Records for processing:
↓

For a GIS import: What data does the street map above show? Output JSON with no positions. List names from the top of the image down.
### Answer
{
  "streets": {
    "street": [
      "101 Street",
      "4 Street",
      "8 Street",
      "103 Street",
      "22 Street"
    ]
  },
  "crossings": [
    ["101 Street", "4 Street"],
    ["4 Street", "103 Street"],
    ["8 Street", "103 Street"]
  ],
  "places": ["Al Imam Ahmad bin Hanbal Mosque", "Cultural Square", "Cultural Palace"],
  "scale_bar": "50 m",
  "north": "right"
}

↑

Instructions for the task:
Your task is to output all of the data above word for word.

Answer section:
For a GIS import: What data does the street map above show? Output JSON with no positions. List names from the top of the image down.
### Answer
{
  "streets": {
    "street": [
      "101 Street",
      "4 Street",
      "8 Street",
      "103 Street",
      "22 Street"
    ]
  },
  "crossings": [
    ["101 Street", "4 Street"],
    ["4 Street", "103 Street"],
    ["8 Street", "103 Street"]
  ],
  "places": ["Al Imam Ahmad bin Hanbal Mosque", "Cultural Square", "Cultural Palace"],
  "scale_bar": "50 m",
  "north": "right"
}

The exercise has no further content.